A breve affronteremo il nostro secondo viaggio con entrambi i bambini: ci aspetta qualche ora di aereo, destinazione Copenaghen (stay tuned, perché ne parlerò proprio qui su Trattorosa.it!).

Di fronte a questo tipo di evento il mio cervello separa i suoi due neuroni ancora attivi e i pensieri cominciano a vorticare nella mente. Se da un lato mi esalto al pensiero che i miei figli imparino a viaggiare e, in qualche modo, a essere cittadini del mondo, dall’altro passo al vaglio tutti i possibili capricci che dovremo affrontare nei momenti d’attesa.

Ecco un breve elenco: prima del check-in, in attesa al gate, in volo, al ristorante, nella camera d’albergo mentre ci prepariamo, in fila alle attrazioni…

Certo, potremmo decidere di contare su smartphone e tablet, ma se dovessimo decidere di essere più creative e meno tecnologiche?
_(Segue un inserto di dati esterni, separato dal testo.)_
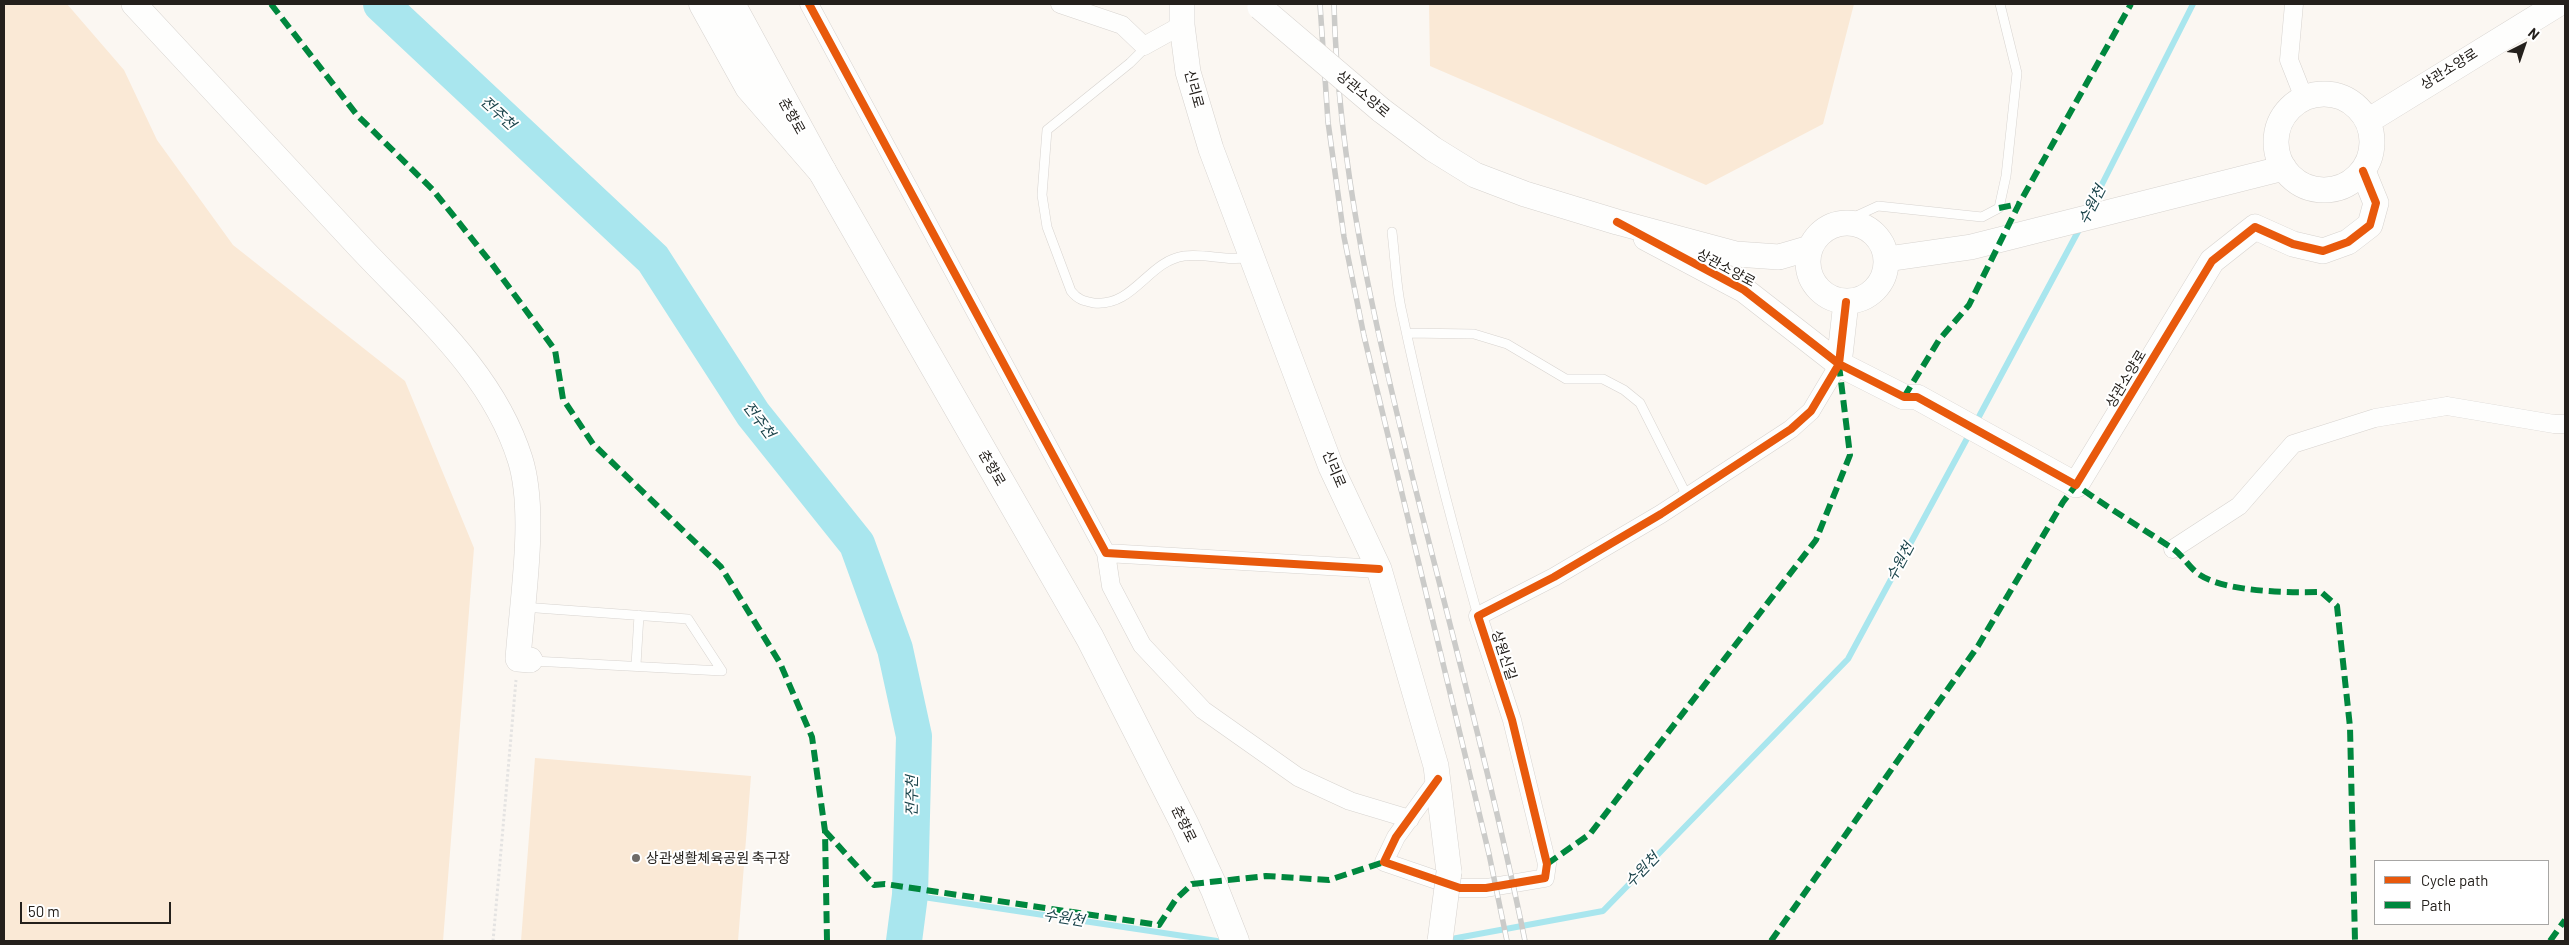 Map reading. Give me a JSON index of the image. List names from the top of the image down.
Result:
{
  "streets": {
    "main road": ["상관소양로", "신리로", "춘향로"],
    "street": ["상원신길"]
  },
  "crossings": [
    ["상관소양로", "상원신길"],
    ["신리로", "상원신길"]
  ],
  "water": ["전주천", "수원천"],
  "places": ["상관생활체육공원 축구장"],
  "legend": ["Cycle path", "Path"],
  "scale_bar": "50 m",
  "north": "top right"
} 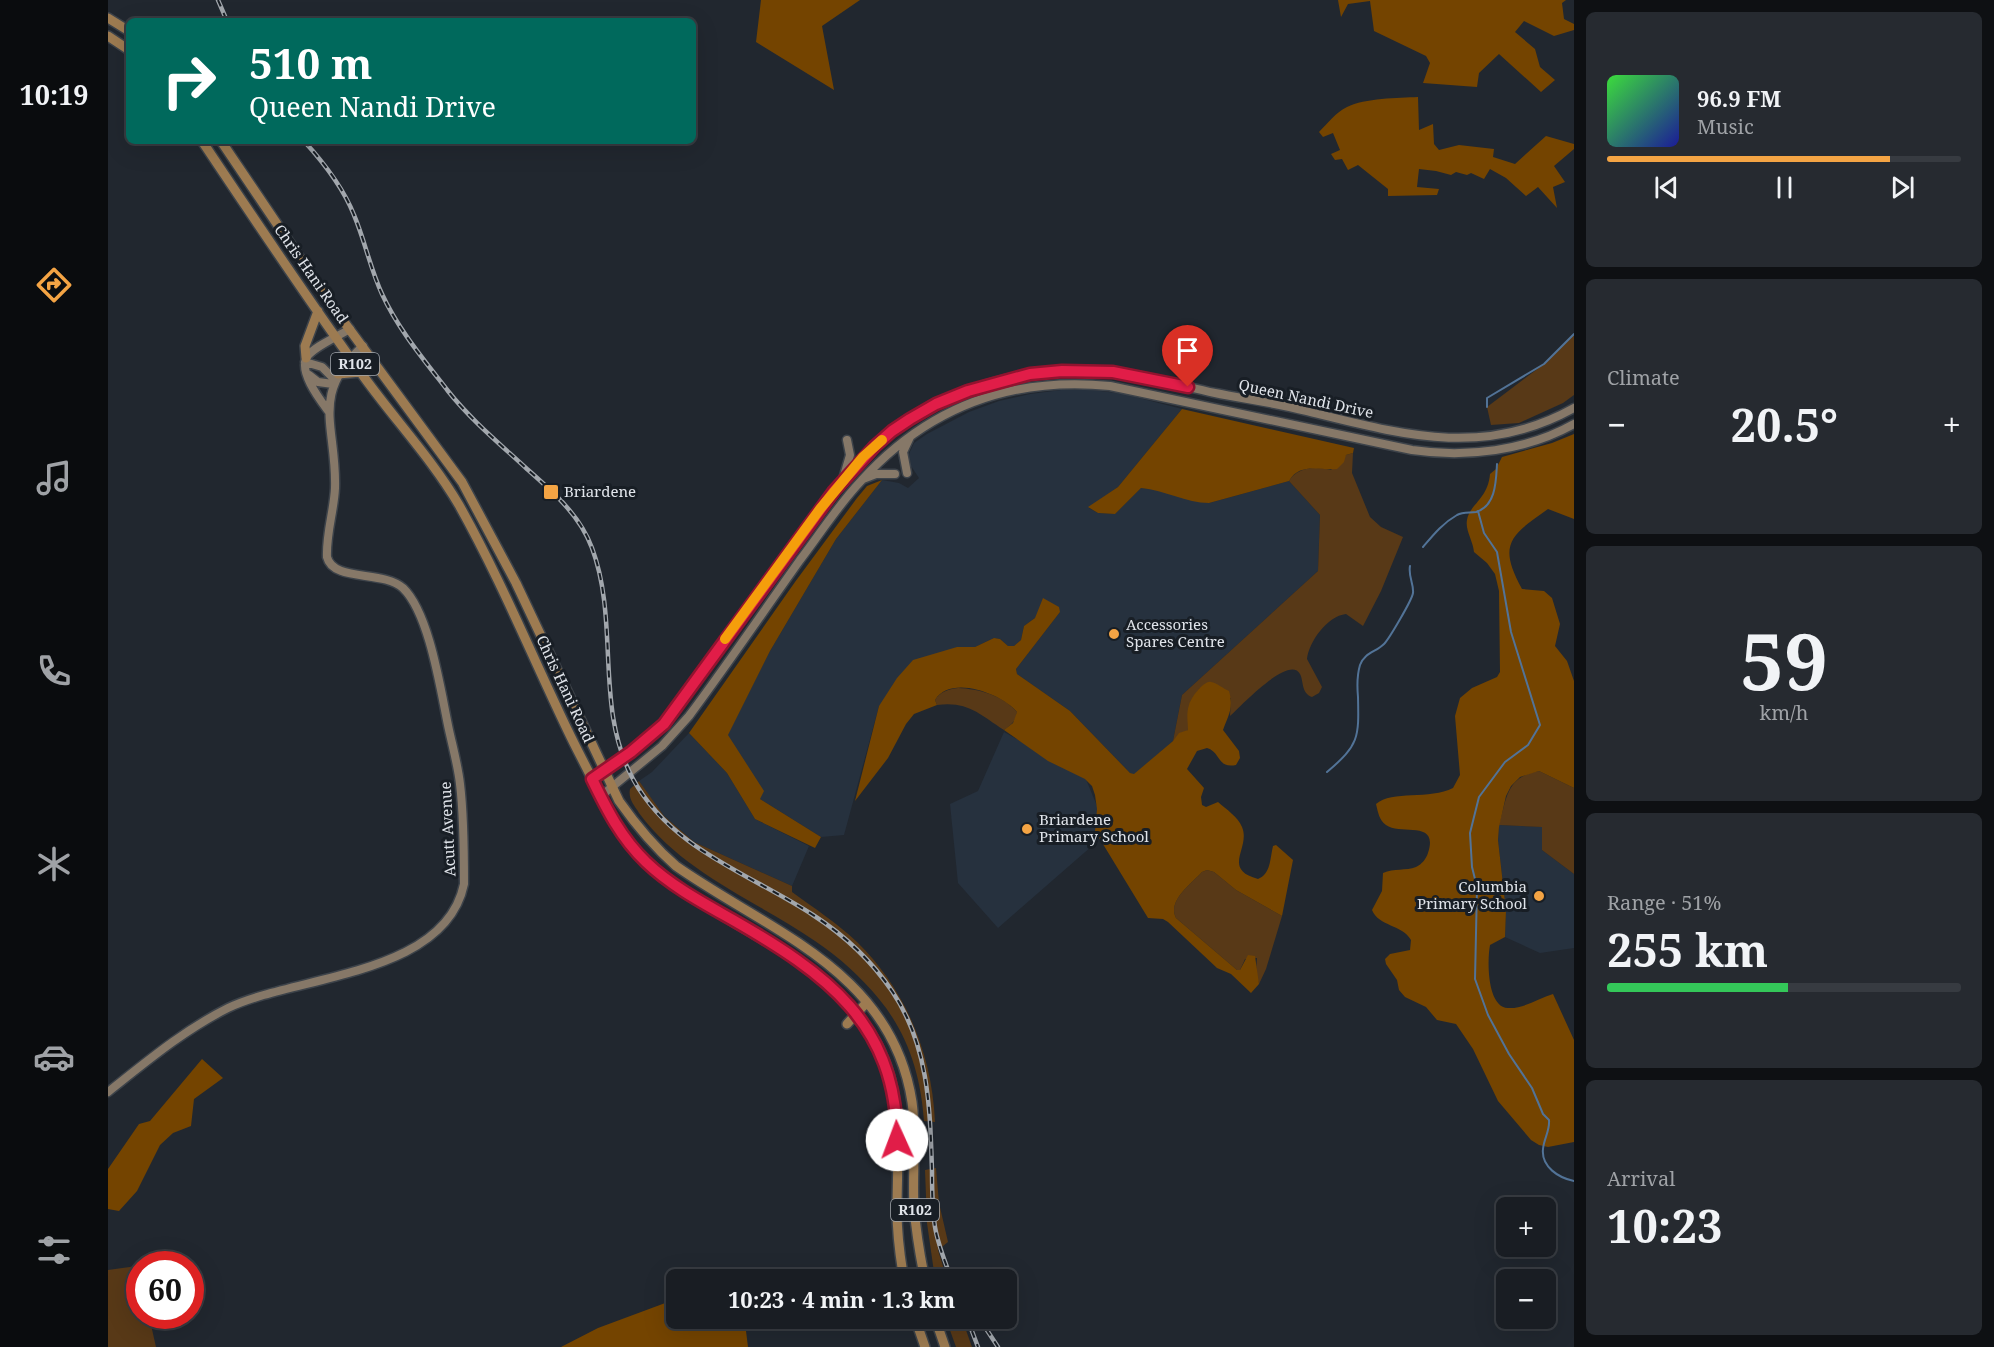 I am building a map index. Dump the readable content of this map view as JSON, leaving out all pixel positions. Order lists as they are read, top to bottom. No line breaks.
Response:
{"streets":{"main road":["Chris Hani Road","R102","Queen Nandi Drive","Acutt Avenue"]},"crossings":[["Chris Hani Road","Queen Nandi Drive"],["Chris Hani Road","Acutt Avenue"]],"places":{"transit":["Briardene"],"other":["Accessories Spares Centre","Briardene Primary School","Columbia Primary School"]},"page":{"tabs":"10:19","turn":["510 m","Queen Nandi Drive"],"song":["96.9 FM","Music"],"tile":["Climate",["59","km/h"],["Range · 51%","255 km"],["Arrival","10:23"]],"heat":["−","20.5°","+"],"map_buttons":["+","−"],"limit":"60","trip":"10:23 · 4 min · 1.3 km"}}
Proprio dall’esperienza di mamme con “la lampadina accesa” possiamo prendere spunto per creare la nostra personale Busy Bag.

Ma che cos’è questa fantomatica Busy Bag?

Niente di più che – come dice il nome stesso – una borsa contenente degli oggetti che tengano occupati i nostri bambini in viaggio. Si può comporre come preferite, a seconda dell’età. Per bimbi fino a all’anno la nostra Busy Bag potrà essere composta da sonaglini o pezzi di stoffa di materiali differenti, giocattoli morbidi, cubi da impilare e libricini adatti all’età.

Per bambini più grandicelli, fino ai due anni, possiamo pensare a contenitori ad incastro (che ci permettono di risparmiare anche spazio), giochini che possano stimolare la memoria (giochi delle coppie), peluches, automobiline e bambole, e – immancabili – fogli e matite o pastelli per colorare.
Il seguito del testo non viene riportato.